Although there have been isolated experimental cases (e.g., from jailbroken devices) showing potential extraction, such scenarios are rare and extremely difficult to reproduce.When used with trusted vendors and wallet providers, passkeys can be safer than traditional methods.
While it's difficult to avoid centralization entirely, platforms like Apple or Google are unlikely to suddenly halt support or become inaccessible.
So within a reasonable threat model, passkeys offer relatively stable and secure usability.
That said, the wallet provider that generates and manages your passkey is the most critical factor — extreme care is needed when choosing one.
Also, the centralization issue primarily affects compatibility and interoperability — not direct access to the account.
Neither vendors nor wallet services can actually access your passkey’s private key or account balance.You can maintain a strong user experience.
Many security options require users to sacrifice convenience — but passkeys offer both high security and seamless UX.
They are one of the rare solutions that achieve a balance between security and usability in real-world applications.
Conclusion
Passkeys are a robust security mechanism that also enhance the user experience by enabling biometric-based signing methods. However, their current implementation comes with structural limitations — namely, centralized dependency on domains and vendor-specific hardware/software environments.

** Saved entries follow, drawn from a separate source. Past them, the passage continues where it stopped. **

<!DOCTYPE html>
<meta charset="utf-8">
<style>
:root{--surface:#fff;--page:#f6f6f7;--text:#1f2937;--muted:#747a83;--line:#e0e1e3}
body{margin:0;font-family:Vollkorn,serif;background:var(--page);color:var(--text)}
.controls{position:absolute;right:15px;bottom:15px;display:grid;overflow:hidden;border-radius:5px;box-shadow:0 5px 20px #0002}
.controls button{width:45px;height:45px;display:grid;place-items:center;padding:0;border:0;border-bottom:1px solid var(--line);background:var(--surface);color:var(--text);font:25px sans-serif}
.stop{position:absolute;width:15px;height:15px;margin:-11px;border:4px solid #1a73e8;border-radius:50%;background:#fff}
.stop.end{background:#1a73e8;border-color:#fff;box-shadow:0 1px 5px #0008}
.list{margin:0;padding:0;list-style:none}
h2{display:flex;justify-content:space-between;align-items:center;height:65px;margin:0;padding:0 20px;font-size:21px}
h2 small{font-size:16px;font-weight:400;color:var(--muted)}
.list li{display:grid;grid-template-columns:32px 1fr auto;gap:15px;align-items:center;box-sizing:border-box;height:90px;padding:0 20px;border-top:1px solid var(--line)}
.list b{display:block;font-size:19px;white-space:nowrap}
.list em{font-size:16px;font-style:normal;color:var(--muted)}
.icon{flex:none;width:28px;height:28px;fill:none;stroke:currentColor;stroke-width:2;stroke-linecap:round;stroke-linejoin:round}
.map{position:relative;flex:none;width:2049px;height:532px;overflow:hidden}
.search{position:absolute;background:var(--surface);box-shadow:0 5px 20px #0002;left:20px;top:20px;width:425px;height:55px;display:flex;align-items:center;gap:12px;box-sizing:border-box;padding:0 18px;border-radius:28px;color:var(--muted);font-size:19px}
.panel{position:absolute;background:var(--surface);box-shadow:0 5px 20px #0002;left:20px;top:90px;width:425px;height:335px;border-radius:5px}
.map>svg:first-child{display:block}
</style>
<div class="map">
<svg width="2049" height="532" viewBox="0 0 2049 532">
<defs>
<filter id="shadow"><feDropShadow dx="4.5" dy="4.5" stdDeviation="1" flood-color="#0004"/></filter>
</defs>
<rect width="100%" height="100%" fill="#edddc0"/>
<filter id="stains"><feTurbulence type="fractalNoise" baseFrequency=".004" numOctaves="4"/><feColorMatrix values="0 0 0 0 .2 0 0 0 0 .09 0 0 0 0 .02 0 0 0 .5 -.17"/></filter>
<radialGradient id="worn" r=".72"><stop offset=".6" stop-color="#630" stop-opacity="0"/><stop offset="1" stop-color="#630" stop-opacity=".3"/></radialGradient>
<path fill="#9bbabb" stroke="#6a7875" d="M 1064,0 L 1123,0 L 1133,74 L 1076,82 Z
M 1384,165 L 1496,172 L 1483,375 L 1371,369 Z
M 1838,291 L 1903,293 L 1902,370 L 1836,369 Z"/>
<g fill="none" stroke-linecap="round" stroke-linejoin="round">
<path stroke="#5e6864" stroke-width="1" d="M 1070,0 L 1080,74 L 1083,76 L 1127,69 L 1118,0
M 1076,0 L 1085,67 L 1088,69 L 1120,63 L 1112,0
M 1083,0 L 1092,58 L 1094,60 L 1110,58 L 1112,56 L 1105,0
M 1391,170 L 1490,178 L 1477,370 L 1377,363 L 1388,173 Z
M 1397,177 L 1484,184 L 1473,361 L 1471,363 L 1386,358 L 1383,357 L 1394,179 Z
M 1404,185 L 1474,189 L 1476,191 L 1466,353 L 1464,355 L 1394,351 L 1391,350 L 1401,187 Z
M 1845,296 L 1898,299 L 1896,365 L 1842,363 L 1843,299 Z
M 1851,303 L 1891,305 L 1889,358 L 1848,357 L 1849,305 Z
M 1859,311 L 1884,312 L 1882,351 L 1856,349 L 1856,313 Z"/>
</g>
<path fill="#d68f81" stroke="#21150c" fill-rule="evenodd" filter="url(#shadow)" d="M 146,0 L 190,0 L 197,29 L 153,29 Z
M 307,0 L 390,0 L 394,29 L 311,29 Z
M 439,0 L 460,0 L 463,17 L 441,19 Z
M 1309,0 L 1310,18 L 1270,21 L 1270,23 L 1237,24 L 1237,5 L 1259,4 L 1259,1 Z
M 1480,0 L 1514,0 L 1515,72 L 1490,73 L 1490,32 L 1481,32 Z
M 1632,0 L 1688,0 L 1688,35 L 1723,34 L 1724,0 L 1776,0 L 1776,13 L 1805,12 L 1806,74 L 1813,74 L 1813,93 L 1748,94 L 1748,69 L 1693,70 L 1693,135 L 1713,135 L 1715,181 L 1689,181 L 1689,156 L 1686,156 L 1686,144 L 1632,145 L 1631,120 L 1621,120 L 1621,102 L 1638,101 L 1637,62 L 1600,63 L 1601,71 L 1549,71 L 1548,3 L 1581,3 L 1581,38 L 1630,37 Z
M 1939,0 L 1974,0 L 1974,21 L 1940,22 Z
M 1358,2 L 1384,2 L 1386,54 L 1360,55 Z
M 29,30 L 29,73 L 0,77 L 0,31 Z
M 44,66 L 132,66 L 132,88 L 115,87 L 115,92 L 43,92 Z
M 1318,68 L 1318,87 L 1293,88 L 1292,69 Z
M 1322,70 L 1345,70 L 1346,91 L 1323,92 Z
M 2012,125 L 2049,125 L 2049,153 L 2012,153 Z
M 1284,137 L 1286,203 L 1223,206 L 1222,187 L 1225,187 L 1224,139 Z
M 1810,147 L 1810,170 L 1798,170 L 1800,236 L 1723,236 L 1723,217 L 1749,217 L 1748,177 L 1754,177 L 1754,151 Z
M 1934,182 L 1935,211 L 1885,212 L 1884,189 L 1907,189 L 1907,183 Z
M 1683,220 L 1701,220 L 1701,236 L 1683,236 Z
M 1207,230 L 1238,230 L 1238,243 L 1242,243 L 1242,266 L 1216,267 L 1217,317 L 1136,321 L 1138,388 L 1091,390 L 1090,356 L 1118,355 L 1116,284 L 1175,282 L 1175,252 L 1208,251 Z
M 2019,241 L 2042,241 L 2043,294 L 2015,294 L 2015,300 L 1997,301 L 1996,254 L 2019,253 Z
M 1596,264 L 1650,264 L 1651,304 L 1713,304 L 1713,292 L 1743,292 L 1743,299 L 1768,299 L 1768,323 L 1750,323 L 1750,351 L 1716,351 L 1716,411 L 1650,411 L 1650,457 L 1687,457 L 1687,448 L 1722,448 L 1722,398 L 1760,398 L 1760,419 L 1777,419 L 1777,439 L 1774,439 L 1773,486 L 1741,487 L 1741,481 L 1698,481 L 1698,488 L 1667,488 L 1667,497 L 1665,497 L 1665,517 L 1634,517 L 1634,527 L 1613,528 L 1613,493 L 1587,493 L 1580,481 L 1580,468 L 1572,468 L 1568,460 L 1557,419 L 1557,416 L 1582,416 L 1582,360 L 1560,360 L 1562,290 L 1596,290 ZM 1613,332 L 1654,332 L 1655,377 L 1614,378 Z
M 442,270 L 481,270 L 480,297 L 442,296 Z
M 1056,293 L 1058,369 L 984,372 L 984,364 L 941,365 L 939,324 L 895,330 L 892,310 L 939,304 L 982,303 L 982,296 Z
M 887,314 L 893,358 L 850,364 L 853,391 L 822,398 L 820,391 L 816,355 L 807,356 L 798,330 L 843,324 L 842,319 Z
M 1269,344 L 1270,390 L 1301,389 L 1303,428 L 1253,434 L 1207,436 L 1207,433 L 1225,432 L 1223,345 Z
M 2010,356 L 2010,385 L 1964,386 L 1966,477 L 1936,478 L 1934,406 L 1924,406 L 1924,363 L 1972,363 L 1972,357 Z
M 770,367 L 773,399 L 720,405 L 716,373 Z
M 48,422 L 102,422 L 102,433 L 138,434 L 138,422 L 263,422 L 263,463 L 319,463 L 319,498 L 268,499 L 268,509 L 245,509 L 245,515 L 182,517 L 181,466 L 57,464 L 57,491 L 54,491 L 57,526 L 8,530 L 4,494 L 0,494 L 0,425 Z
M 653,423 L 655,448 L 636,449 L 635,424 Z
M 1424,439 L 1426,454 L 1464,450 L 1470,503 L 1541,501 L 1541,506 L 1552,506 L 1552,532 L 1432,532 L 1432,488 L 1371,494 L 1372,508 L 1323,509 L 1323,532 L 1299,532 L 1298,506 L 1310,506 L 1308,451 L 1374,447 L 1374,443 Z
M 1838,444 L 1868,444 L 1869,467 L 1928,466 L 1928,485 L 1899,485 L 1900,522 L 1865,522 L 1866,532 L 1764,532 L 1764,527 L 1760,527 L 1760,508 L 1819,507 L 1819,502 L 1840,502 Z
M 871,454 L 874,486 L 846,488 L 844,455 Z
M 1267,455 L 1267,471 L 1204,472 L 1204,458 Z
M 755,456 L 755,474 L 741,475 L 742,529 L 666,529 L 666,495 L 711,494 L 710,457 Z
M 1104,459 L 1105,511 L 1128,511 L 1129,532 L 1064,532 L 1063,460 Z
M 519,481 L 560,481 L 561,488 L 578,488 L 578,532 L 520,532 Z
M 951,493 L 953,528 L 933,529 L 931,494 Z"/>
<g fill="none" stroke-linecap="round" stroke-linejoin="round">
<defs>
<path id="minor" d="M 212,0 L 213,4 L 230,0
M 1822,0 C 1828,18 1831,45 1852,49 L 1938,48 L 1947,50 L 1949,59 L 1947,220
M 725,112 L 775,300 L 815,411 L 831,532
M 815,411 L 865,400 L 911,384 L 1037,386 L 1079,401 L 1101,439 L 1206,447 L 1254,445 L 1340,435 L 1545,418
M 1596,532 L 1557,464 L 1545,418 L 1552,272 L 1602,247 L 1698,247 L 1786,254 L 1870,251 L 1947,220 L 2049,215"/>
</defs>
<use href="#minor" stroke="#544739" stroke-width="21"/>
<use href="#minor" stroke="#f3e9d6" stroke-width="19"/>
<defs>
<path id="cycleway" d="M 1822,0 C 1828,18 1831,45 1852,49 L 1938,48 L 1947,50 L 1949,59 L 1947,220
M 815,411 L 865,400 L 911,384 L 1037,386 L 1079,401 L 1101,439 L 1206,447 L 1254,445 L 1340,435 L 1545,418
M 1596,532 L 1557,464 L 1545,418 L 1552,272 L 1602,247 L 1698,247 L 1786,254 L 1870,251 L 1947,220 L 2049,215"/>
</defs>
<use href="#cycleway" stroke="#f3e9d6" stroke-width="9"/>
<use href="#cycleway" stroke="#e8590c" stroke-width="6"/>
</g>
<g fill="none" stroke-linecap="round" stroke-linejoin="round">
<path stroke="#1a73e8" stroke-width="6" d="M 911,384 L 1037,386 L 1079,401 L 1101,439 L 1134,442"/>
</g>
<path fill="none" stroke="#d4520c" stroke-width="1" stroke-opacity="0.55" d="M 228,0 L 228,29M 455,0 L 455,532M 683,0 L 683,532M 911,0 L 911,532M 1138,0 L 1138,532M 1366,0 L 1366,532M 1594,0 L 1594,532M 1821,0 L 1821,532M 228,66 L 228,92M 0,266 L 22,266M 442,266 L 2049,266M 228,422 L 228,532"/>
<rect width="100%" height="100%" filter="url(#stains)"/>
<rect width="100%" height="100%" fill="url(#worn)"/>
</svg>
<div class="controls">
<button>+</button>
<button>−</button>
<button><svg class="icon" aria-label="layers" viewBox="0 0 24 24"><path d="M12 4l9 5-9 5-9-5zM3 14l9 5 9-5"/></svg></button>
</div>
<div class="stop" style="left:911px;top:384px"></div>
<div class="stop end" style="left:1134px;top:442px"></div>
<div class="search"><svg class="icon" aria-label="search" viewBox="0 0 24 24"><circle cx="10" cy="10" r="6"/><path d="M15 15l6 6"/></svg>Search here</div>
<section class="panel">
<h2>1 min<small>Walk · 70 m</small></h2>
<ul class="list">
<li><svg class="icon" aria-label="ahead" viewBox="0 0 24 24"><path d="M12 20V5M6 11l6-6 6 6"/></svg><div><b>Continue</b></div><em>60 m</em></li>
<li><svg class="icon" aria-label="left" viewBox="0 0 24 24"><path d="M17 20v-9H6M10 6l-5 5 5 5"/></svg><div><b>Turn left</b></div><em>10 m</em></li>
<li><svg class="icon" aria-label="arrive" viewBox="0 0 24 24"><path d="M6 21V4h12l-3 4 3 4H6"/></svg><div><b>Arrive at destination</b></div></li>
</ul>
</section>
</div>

Anyone using passkeys as a signing method should clearly understand these centralization constraints and be aware of the possible risks involved (such as being unable to transfer account ownership). It’s important to choose a service provider that offers proper countermeasures and recovery paths.
Wallets and blockchain systems must continue to explore secure approaches that preserve user experience, while striving toward full decentralization.
We need to keep looking for ways to strengthen security without forcing users to sacrifice usability.
Ultimately, no solution is perfectly bulletproof.
What matters most is the ability to adapt swiftly to an evolving threat landscape — and to improve continuously over time.
Magic Beanz fully recognizes these challenges and is committed to ongoing research to strike the right balance between security and usability in Web3.
We are dedicated to minimizing user anxiety and friction by delivering best-in-class security technology and the latest advancements in authentication — without compromising on simplicity or convenience.